*What you need to do:* Transcribe exactly the lines from the one holding "M551,195l24,-15" to the end of the data below, including both of those lines and no others.

[Saved data entries]
-*-*-
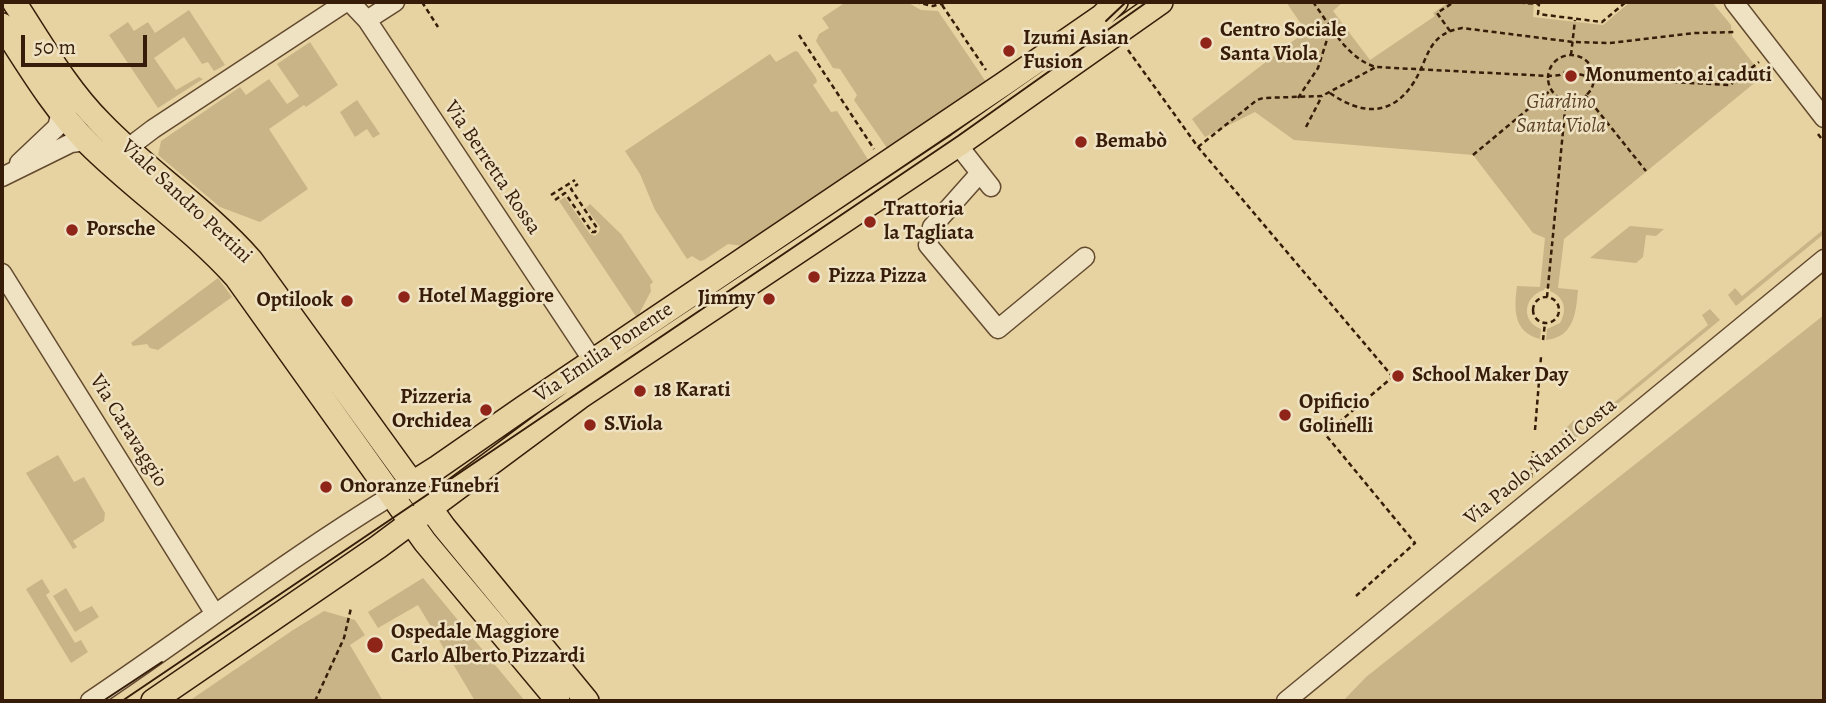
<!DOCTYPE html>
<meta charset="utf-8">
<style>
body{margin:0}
#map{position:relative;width:1826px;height:703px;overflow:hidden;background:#e7d3a1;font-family:Alegreya,serif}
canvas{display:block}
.frame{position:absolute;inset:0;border:4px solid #371d09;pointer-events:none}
.scale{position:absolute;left:21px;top:35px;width:126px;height:32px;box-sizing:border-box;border:4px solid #371d09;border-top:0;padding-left:9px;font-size:21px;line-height:24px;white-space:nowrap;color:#371d09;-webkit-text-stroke:5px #efe2c2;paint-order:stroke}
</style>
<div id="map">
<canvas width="1826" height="703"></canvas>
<div class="frame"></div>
<div class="scale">50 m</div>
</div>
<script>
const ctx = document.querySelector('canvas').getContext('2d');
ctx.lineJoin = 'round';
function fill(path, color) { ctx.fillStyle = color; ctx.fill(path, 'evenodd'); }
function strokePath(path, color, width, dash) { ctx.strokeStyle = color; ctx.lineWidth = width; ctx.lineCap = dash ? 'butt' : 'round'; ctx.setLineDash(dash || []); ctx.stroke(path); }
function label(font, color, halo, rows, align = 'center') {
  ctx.font = font + ' Alegreya,serif'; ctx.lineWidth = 5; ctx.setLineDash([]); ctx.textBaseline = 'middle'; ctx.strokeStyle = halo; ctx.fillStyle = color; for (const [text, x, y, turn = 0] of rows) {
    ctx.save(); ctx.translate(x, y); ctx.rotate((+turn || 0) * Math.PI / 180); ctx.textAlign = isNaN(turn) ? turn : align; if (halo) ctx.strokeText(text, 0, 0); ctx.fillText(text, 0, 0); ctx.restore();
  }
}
fill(new Path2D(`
 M846,2h61l14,8 17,1 48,71 -99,66 -33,-48 3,-5 -17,-26 -7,-1 -17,-27 3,-7 10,-6 -7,-10z
 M1286,2h57l-10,9 37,49 65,-44 -2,-3 16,-11h85l-1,15 70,8 27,-23h82l19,23 1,11 31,40 -199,163 -6,49 20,2c-2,23 -4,47 -32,50l1,-11 13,-6c8,-14 4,-26 -10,-32v-3h-5l-1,2c-20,6 -24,31 -3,39l-1,10c-27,-7 -26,-30 -23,-53l23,1 5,-49 -12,-5 -60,-78 -179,-15 -39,-28 -50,25 -13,-18 114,-88z
 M189,10l36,55 -11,6 -6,-9 -6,2 -18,-27 -30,21 22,32 23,-13 4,2 -45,29 -49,-73 19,-13 6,9 14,-9 7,11z
 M310,42l28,43 -32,22 -2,-2 -35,24 39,60 -48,33 -40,-15 -62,-52 3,-14 79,-54 6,8 23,-16 18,25 12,-8 -22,-32z
 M795,51l3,1 18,26 1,4 -4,3 18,27 6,-1 32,50 -126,85 -15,-2 -24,16 -4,1 -8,-5 -5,3 -32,-49 -15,-36 -15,-23 145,-97 6,8z
 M357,100l23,34 -7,4 -6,-9 -12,8 -15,-25z
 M565,197l25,37 5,2 4,-4 1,-5 -14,-19 4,-4 31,30 32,48 -3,3 1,6 -14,27 -78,-117z
 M1630,226l34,3 -8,7 -10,-1 -3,22 -7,6 -46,-5z
 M1824,229v5l-88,72 -8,-11 7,-7 7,8z
 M218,278l14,19 -74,53 -8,-2 -3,-4 -14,2 -2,-3z
 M1710,309l10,11 -150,123 -9,-10 13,-13 8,9 126,-104 -6,-10z
 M1824,315v386h-481l23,-24z
 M58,455l16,27 10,-5 21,36 -1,8 -31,20 4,6 -4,2 -47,-76z
 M423,578l102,123h-50l-57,-96 -40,23 -10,-16z
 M42,579l8,13 -4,3 29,48 6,-3 7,12 -17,11 -45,-74z
 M66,588l14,24 12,-6 7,11 -24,15 -22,-36z
 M324,611l31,9 10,15 -15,10 33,56h-194l104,-71z`), '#c9b487');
const minor = new Path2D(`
 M350,2l17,18 226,341
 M1734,2l90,116
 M367,20l28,-18
 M958,145l33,42
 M128,148l25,-19 193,-127
 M19,163l38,-36 4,-14
 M980,173l-48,54 -4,18 70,84 87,-72
 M2,177l69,-34 15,-2
 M2,273l213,341
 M90,701c101,-68 198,-142 301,-205
 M1286,701l538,-442`);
const major = new Path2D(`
 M14,2c27,41 52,86 87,121 47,49 105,86 150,137l193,267 143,174
 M2,25c26,40 51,83 86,118 47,47 103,84 148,134l189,265 133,159
 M400,491l38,-24 85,-59 482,-325 97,-67 14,-14
 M153,701l225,-154 202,-150 378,-252 203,-143`);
strokePath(minor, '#634a2f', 21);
strokePath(major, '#371d09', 26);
strokePath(new Path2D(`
 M422,2l16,25
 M915,2l18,4 15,-4
 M1313,2c17,23 34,57 63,65l172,9 12,-1 7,-4 27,7 136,7 29,-23
 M1511,2l28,2 -1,10 64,8 24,-20
 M942,5l44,65
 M1450,31l-13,-18 17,-11
 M799,35l75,114
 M1128,50l70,97 194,229
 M1571,55l4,-35
 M1548 78a23 23 0 1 1 46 0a23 23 0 1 1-46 0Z
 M1330,93c31,22 62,24 84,-11 15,-24 13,-48 48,-54l111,14 37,1 85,-10 40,-1
 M1585,95l61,76
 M1298,98l20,-30 13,-41
 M1306,127l16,-31
 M1818,134l6,8
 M1198,147l59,-47 6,-2 59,-2 54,-29
 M1473,155l78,-65
 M551,195l24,-15
 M555,200l10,-7 27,39h3l2,-4 -26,-39 7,-5
 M1547,297l19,-197
 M1533 310a13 13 0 1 1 26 0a13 13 0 1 1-26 0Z
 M1543,340l2,-17
 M1535,430l6,-73
 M1531,478l2,-27
 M1356,596l59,-53 -90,-109 76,-64
 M315,701l29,-63 7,-30`), '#371d09', 2.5, [5, 3.5]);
strokePath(minor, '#efe2c2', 18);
strokePath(major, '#e7d3a1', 23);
strokePath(new Path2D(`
 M1106,21l20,-19
 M103,701l59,-39
 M122,701l836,-565 189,-134`), '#371d09', 2);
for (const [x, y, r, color] of [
 [1206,43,7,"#8f2418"],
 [1009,51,7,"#8f2418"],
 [1571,76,7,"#8f2418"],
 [1081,142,7,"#8f2418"],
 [870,222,7,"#8f2418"],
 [72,230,7,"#8f2418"],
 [814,277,7,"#8f2418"],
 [404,297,7,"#8f2418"],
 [769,299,7,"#8f2418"],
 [347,301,7,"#8f2418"],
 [1398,376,7,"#8f2418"],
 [640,391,7,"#8f2418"],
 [486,410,7,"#8f2418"],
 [1285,415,7,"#8f2418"],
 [590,425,7,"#8f2418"],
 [326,487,7,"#8f2418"],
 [375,645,9,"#8f2418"]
]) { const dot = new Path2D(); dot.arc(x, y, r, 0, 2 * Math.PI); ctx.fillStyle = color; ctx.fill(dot); strokePath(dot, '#efe2c2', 2.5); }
label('bold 21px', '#371d09', '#efe2c2', [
 ["Centro Sociale",1220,31],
 ["Santa Viola",1220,55],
 ["Izumi Asian",1023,39],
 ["Fusion",1023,63],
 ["Monumento ai caduti",1585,76],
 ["Bemabò",1095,142],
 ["Trattoria",884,210],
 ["la Tagliata",884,234],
 ["Porsche",86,230],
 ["Pizza Pizza",828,277],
 ["Hotel Maggiore",418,297],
 ["Jimmy",755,299,"right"],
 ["Optilook",333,301,"right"],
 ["School Maker Day",1412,376],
 ["18 Karati",654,391],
 ["Pizzeria",472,398,"right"],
 ["Orchidea",472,422,"right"],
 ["Opificio",1299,403],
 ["Golinelli",1299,427],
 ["S.Viola",604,425],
 ["Onoranze Funebri",340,487],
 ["Ospedale Maggiore",391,633],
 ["Carlo Alberto Pizzardi",391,657]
], 'left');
label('italic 21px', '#5c4328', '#efe2c2', [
 ["Giardino",1561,103],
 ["Santa Viola",1561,127]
]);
label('21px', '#371d09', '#efe2c2', [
 ["Via Berretta Rossa",492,168,56],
 ["Viale Sandro Pertini",186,202,43],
 ["Via Emilia Ponente",604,353,-34],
 ["Via Caravaggio",128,431,58],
 ["Via Paolo Nanni Costa",1541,462,-39]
]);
</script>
-*-*-
*Task solution:*
 M551,195l24,-15
 M555,200l10,-7 27,39h3l2,-4 -26,-39 7,-5
 M1547,297l19,-197
 M1533 310a13 13 0 1 1 26 0a13 13 0 1 1-26 0Z
 M1543,340l2,-17
 M1535,430l6,-73
 M1531,478l2,-27
 M1356,596l59,-53 -90,-109 76,-64
 M315,701l29,-63 7,-30`), '#371d09', 2.5, [5, 3.5]);
strokePath(minor, '#efe2c2', 18);
strokePath(major, '#e7d3a1', 23);
strokePath(new Path2D(`
 M1106,21l20,-19
 M103,701l59,-39
 M122,701l836,-565 189,-134`), '#371d09', 2);
for (const [x, y, r, color] of [
 [1206,43,7,"#8f2418"],
 [1009,51,7,"#8f2418"],
 [1571,76,7,"#8f2418"],
 [1081,142,7,"#8f2418"],
 [870,222,7,"#8f2418"],
 [72,230,7,"#8f2418"],
 [814,277,7,"#8f2418"],
 [404,297,7,"#8f2418"],
 [769,299,7,"#8f2418"],
 [347,301,7,"#8f2418"],
 [1398,376,7,"#8f2418"],
 [640,391,7,"#8f2418"],
 [486,410,7,"#8f2418"],
 [1285,415,7,"#8f2418"],
 [590,425,7,"#8f2418"],
 [326,487,7,"#8f2418"],
 [375,645,9,"#8f2418"]
]) { const dot = new Path2D(); dot.arc(x, y, r, 0, 2 * Math.PI); ctx.fillStyle = color; ctx.fill(dot); strokePath(dot, '#efe2c2', 2.5); }
label('bold 21px', '#371d09', '#efe2c2', [
 ["Centro Sociale",1220,31],
 ["Santa Viola",1220,55],
 ["Izumi Asian",1023,39],
 ["Fusion",1023,63],
 ["Monumento ai caduti",1585,76],
 ["Bemabò",1095,142],
 ["Trattoria",884,210],
 ["la Tagliata",884,234],
 ["Porsche",86,230],
 ["Pizza Pizza",828,277],
 ["Hotel Maggiore",418,297],
 ["Jimmy",755,299,"right"],
 ["Optilook",333,301,"right"],
 ["School Maker Day",1412,376],
 ["18 Karati",654,391],
 ["Pizzeria",472,398,"right"],
 ["Orchidea",472,422,"right"],
 ["Opificio",1299,403],
 ["Golinelli",1299,427],
 ["S.Viola",604,425],
 ["Onoranze Funebri",340,487],
 ["Ospedale Maggiore",391,633],
 ["Carlo Alberto Pizzardi",391,657]
], 'left');
label('italic 21px', '#5c4328', '#efe2c2', [
 ["Giardino",1561,103],
 ["Santa Viola",1561,127]
]);
label('21px', '#371d09', '#efe2c2', [
 ["Via Berretta Rossa",492,168,56],
 ["Viale Sandro Pertini",186,202,43],
 ["Via Emilia Ponente",604,353,-34],
 ["Via Caravaggio",128,431,58],
 ["Via Paolo Nanni Costa",1541,462,-39]
]);
</script>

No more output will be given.